Joint Georgia Tech and Emory Wallace H. Coulter Department of Biomedical Engineering, Atlanta, GA 30332, USA, Department of Bioengineering, University of Illinois at Urbana-Champaign, IL 61801, USA, Institute for Genomic Biology, University of Illinois at Urbana-Champaign, IL 61801, USA, School of Computational Science & Engineering, Georgia Tech, Atlanta, GA 30332, USA and Department of Bioinformatics, Moscow Institute of Physics and Technology, Moscow, 141700, Russia.
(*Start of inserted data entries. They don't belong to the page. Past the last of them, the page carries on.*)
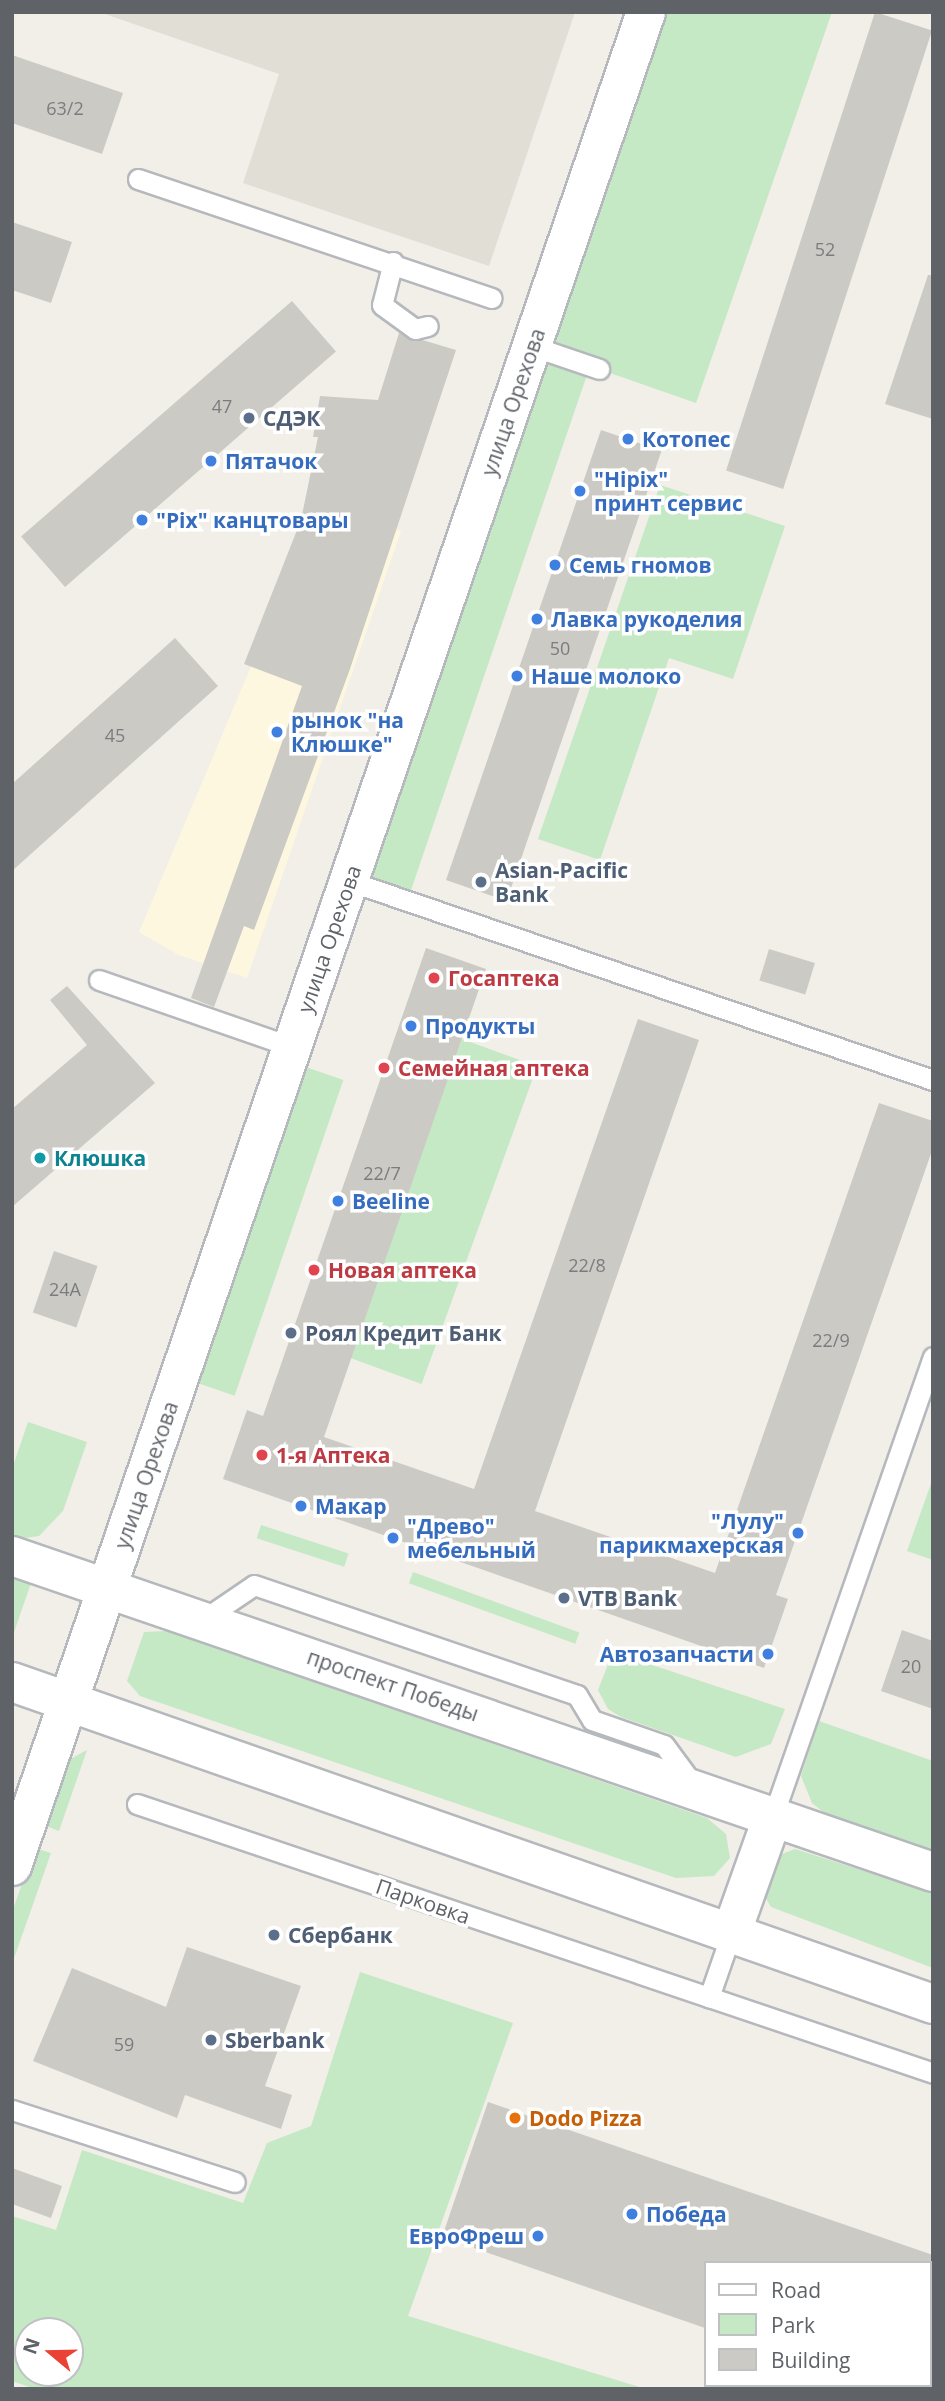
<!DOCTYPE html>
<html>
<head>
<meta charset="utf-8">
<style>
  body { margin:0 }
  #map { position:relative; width:945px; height:2401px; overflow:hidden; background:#f1efe8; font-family:"Open Sans",sans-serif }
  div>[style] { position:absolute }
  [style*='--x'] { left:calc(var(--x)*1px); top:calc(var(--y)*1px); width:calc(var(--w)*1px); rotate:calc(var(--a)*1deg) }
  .commercial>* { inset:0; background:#fef7e0 }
  .education>* { inset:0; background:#e1ded6 }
  .green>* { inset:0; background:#c5e8c5; transform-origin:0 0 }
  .building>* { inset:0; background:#cccac5; transform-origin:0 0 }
  .roads { filter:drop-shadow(2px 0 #b5b8bc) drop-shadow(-2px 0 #b5b8bc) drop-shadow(0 2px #b5b8bc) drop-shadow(0 -2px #b5b8bc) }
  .service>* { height:19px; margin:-9.5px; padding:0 9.5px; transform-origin:9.5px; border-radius:9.5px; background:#fff }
  .tertiary>* { height:38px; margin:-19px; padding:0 19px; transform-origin:19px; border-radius:19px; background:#fff }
  .secondary>* { height:38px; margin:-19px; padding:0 19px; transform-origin:19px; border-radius:19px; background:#fff }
  .dots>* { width:19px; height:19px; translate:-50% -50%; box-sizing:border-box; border:4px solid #fff; border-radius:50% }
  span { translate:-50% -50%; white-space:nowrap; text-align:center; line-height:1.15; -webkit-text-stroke:7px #fff; paint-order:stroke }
  .number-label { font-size:18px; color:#7a7d7f }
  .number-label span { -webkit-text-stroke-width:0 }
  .street-label { font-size:21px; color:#5f6368 }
  .service-label { font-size:21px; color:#4e5e75; font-weight:700 }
  .left { translate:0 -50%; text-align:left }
  .shop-label { font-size:21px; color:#366cbe; font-weight:700 }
  .right { translate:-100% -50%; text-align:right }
  .health-label { font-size:21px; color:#be3a42; font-weight:700 }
  .culture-label { font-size:21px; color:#0d838f; font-weight:700 }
  .food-label { font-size:21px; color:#c56008; font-weight:700 }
  .frame { position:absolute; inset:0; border:14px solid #5f6368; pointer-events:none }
  .legend { position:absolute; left:704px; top:2261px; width:228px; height:126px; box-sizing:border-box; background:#fff; border:2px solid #bfc1c3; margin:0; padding:9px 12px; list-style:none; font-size:21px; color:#5f6368 }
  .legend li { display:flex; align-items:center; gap:14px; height:35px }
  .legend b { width:35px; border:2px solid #bfc1c3 }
  .north { position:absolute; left:14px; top:2317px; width:70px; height:70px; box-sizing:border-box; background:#fff; border:2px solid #bfc1c3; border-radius:50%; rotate:289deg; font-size:19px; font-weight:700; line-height:28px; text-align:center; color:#5f6368 }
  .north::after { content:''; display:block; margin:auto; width:24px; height:32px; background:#ea4335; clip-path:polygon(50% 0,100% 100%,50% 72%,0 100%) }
</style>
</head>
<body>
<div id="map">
  <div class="commercial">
    <div style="clip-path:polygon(320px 503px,401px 531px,247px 978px,179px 955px,139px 932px)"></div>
  </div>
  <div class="education">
    <div style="clip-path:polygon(99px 12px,575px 12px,489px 266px,243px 183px,279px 74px)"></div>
  </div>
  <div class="green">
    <div style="clip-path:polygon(646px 12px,832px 12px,696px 403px,590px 366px,410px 893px,359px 876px)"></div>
    <div style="clip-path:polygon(660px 485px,785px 526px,733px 679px,669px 658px,600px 860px,538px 839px)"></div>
    <div style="left:462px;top:1039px;width:80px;height:338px;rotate:20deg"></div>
    <div style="left:297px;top:1064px;width:49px;height:334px;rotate:19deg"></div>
    <div style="clip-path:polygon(28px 1422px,87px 1442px,63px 1511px,39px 1536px,17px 1539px,12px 1537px,12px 1469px)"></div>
    <div style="clip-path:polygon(933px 1478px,933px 1560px,907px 1551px)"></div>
    <div style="left:261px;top:1525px;width:92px;height:14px;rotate:18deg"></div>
    <div style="left:413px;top:1572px;width:177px;height:12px;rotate:20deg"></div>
    <div style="clip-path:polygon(12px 1577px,31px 1583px,12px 1638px)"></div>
    <div style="clip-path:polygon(167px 1631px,707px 1818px,726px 1834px,730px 1858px,714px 1876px,676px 1878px,140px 1696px,127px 1681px,144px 1632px)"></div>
    <div style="clip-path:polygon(613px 1652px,785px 1709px,771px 1744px,736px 1757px,621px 1717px,608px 1709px,598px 1690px)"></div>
    <div style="clip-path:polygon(819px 1721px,933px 1761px,933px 1854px,836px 1822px,812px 1803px,801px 1776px)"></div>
    <div style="clip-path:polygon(87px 1750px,59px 1831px,41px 1824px,63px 1763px)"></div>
    <div style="clip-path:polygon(35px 1848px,51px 1853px,12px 1964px,12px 1912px)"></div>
    <div style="clip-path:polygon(795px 1849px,933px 1893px,933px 1968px,771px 1907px,761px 1890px,772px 1858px)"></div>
    <div style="clip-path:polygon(evenodd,360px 1972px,513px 2023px,408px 2316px,646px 2389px,35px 2389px,12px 2381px,12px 2216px,56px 2230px,82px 2150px,243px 2203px,267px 2143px,311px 2126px,360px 1972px,28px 2331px,70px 2331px,70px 2373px,28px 2373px,28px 2331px)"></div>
  </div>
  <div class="building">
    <div style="left:875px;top:12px;width:60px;height:482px;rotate:18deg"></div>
    <div style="clip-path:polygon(12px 55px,123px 93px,102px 154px,12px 123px)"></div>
    <div style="clip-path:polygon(12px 222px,72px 242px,51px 303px,12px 290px)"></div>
    <div style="clip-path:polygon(928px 275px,933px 275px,933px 419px,885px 404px)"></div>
    <div style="left:292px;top:301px;width:67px;height:359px;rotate:49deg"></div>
    <div style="clip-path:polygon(399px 333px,456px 350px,350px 669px,254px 930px,244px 926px,214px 1007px,191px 998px,302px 686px,244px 664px,301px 520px,318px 437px,313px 437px,320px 396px,378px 400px)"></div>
    <div style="left:601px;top:430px;width:64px;height:476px;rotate:19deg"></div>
    <div style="clip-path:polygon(175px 638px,218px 686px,12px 871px,12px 784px)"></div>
    <div style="clip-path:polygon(426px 948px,486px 969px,324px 1437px,474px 1489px,638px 1019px,699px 1040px,535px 1511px,715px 1573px,879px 1103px,933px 1121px,933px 1148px,776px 1595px,788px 1599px,764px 1668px,223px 1479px,247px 1410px,263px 1416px)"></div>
    <div style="left:769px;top:949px;width:48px;height:33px;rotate:17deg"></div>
    <div style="clip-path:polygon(67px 986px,155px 1083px,12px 1207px,12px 1109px,87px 1045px,50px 1000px)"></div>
    <div style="left:54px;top:1251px;width:46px;height:65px;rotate:19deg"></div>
    <div style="clip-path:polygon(902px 1630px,933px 1641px,933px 1709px,881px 1691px)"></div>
    <div style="clip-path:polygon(187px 1947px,301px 1986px,265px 2086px,292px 2095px,281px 2129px,185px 2095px,177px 2118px,33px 2061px,72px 1968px,166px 2007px)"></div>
    <div style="clip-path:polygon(488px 2102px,933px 2255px,933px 2263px,705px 2263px,705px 2328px,442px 2237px)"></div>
    <div style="clip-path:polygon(12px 2168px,62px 2186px,51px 2218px,12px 2204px)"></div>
  </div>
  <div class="roads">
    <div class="service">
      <div style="--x:138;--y:179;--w:373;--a:18.6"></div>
      <div style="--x:393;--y:262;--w:44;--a:104.3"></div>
      <div style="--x:382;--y:305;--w:41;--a:36"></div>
      <div style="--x:415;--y:329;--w:13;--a:-13"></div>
      <div style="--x:532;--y:346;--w:71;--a:18.9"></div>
      <div style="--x:349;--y:881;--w:617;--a:18.82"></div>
      <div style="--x:99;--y:980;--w:204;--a:19.1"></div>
      <div style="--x:204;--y:1619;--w:60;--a:-34.2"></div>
      <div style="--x:254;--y:1585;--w:341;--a:18.8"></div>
      <div style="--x:577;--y:1695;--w:29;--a:59"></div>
      <div style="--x:592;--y:1720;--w:76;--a:19.1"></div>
      <div style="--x:664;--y:1745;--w:49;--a:53.4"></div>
      <div style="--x:137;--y:1804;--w:604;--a:18.65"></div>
      <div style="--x:773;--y:1816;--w:486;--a:-70.8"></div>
      <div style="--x:731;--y:1934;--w:67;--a:109.2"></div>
      <div style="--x:709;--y:1997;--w:237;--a:18.7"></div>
      <div style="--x:12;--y:2110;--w:234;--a:17.9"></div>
    </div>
    <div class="tertiary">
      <div style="--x:12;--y:1866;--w:1959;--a:-71.12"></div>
    </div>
    <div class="secondary">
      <div style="--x:12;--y:1556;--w:974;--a:18.94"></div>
      <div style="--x:12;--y:1682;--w:976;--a:19.27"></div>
      <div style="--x:731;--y:1934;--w:125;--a:-70.4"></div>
    </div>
  </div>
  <div class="dots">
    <div style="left:249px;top:418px;background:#5c6f8a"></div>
    <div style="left:628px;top:439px;background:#3f7fe0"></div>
    <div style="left:211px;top:461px;background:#3f7fe0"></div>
    <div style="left:580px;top:491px;background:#3f7fe0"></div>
    <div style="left:142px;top:520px;background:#3f7fe0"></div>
    <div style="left:555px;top:565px;background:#3f7fe0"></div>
    <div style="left:537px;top:619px;background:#3f7fe0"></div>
    <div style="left:517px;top:676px;background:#3f7fe0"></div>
    <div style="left:277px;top:732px;background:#3f7fe0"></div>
    <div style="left:481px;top:882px;background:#5c6f8a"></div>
    <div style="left:434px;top:978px;background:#e0444e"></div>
    <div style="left:411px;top:1026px;background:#3f7fe0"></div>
    <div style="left:384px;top:1068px;background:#e0444e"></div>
    <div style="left:40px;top:1158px;background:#0f9aa8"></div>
    <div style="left:338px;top:1201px;background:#3f7fe0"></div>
    <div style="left:314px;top:1270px;background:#e0444e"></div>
    <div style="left:291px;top:1333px;background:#5c6f8a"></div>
    <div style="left:262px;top:1455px;background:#e0444e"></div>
    <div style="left:301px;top:1506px;background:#3f7fe0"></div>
    <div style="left:798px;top:1533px;background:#3f7fe0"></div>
    <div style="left:393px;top:1538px;background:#3f7fe0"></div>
    <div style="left:564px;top:1598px;background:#5c6f8a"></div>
    <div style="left:768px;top:1654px;background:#3f7fe0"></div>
    <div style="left:274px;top:1935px;background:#5c6f8a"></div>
    <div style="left:211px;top:2040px;background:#5c6f8a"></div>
    <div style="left:515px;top:2118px;background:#e8710a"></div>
    <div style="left:632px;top:2214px;background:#3f7fe0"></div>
    <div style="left:538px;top:2236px;background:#3f7fe0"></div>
  </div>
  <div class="number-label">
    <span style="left:65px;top:108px">63/2</span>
    <span style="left:825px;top:249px">52</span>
    <span style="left:222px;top:406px">47</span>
    <span style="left:560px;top:648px">50</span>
    <span style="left:115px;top:735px">45</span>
    <span style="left:382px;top:1173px">22/7</span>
    <span style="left:587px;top:1265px">22/8</span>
    <span style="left:65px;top:1289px">24А</span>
    <span style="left:831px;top:1340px">22/9</span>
    <span style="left:911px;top:1666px">20</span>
    <span style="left:124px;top:2044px">59</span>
  </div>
  <div class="street-label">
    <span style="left:513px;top:402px;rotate:-71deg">улица Орехова</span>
    <span style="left:329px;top:939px;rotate:-71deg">улица Орехова</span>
    <span style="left:146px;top:1475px;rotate:-71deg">улица Орехова</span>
    <span style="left:393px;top:1685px;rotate:19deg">проспект Победы</span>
    <span style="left:423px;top:1901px;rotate:19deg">Парковка</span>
  </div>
  <div class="service-label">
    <span class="left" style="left:263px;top:418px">СДЭК</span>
    <span class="left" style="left:495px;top:882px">Asian-Pacific<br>Bank</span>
    <span class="left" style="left:305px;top:1333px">Роял Кредит Банк</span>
    <span class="left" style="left:578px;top:1598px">VTB Bank</span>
    <span class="left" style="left:288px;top:1935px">Сбербанк</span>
    <span class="left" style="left:225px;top:2040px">Sberbank</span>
  </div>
  <div class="shop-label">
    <span class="left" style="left:642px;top:439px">Котопес</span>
    <span class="left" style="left:225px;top:461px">Пятачок</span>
    <span class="left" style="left:594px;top:491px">"Hipix"<br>принт сервис</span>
    <span class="left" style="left:156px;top:520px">"Pix" канцтовары</span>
    <span class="left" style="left:569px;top:565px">Семь гномов</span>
    <span class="left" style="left:551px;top:619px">Лавка рукоделия</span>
    <span class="left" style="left:531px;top:676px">Наше молоко</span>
    <span class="left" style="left:291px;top:732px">рынок "на<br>Клюшке"</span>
    <span class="left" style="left:425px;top:1026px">Продукты</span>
    <span class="left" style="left:352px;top:1201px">Beeline</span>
    <span class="left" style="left:315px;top:1506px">Макар</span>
    <span class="right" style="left:784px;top:1533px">"Лулу"<br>парикмахерская</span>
    <span class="left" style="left:407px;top:1538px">"Древо"<br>мебельный</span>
    <span class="right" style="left:754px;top:1654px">Автозапчасти</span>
    <span class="left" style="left:646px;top:2214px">Победа</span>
    <span class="right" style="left:524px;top:2236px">ЕвроФреш</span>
  </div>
  <div class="health-label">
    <span class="left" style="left:448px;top:978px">Госаптека</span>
    <span class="left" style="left:398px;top:1068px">Семейная аптека</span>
    <span class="left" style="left:328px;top:1270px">Новая аптека</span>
    <span class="left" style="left:276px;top:1455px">1-я Аптека</span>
  </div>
  <div class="culture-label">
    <span class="left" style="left:54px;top:1158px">Клюшка</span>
  </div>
  <div class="food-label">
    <span class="left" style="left:529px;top:2118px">Dodo Pizza</span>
  </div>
  <div class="frame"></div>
  <ul class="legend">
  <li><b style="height:9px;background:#fff"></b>Road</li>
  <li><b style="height:19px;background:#c5e8c5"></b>Park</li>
  <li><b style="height:19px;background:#cccac5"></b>Building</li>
  </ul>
  <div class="north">N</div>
</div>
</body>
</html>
Nucleic Acids Res. 2014 Feb;42(4):e25. doi: 10.1093/nar/gkt1141. Epub 2013 Nov 19.
Accurate mapping of spliced RNA-Seq reads to genomic DNA has been known as a challenging problem. Despite significant efforts invested in developing efficient algorithms, with the human genome as a primary focus, the best solution is still not known. A recently introduced tool, TrueSight, has demonstrated better performance compared with earlier developed algorithms such as TopHat and MapSplice. To improve detection of splice junctions, TrueSight uses information on statistical patterns of nucleotide ordering in intronic and exonic DNA. This line of research led to yet another new algorithm, UnSplicer, designed for eukaryotic species with compact genomes where functional alternative splicing is likely to be dominated by splicing noise. Genome-specific parameters of the new algorithm are generated by GeneMark-ES, an ab initio gene prediction algorithm based on unsupervised training. UnSplicer shares several components with TrueSight; the difference lies in the training strategy and the classification algorithm. We tested UnSplicer on RNA-Seq data sets of Arabidopsis thaliana, Caenorhabditis elegans, Cryptococcus neoformans and Drosophila melanogaster. We have shown that splice junctions inferred by UnSplicer are in better agreement with knowledge accumulated on these well-studied genomes than predictions made by earlier developed tools.
准确地将拼接 RNA-Seq 读段映射到基因组 DNA 一直是一个具有挑战性的问题。尽管人们投入了大量精力来开发高效的算法,以人类基因组为主要关注点,但仍没有找到最佳解决方案。最近引入的 TrueSight 工具与 TopHat 和 MapSplice 等早期开发的算法相比,表现出了更好的性能。为了提高拼接点的检测能力,TrueSight 利用了内含子和外显子 DNA 中核苷酸排序统计模式的信息。这一研究方向催生了另一个新算法 UnSplicer,它专为基因组较小的真核生物设计,在这些生物中,功能上的选择性拼接很可能由拼接噪声主导。新算法的基因组特异性参数是由基于无监督训练的从头基因预测算法 GeneMark-ES 生成的。UnSplicer 与 TrueSight 有几个共同的组件;区别在于训练策略和分类算法。我们在拟南芥、秀丽隐杆线虫、新型隐球菌和黑腹果蝇的 RNA-Seq 数据集上测试了 UnSplicer。我们已经表明,UnSplicer 推断的拼接点与在这些研究充分的基因组上积累的知识更为一致,而不是与早期开发的工具的预测结果更为一致。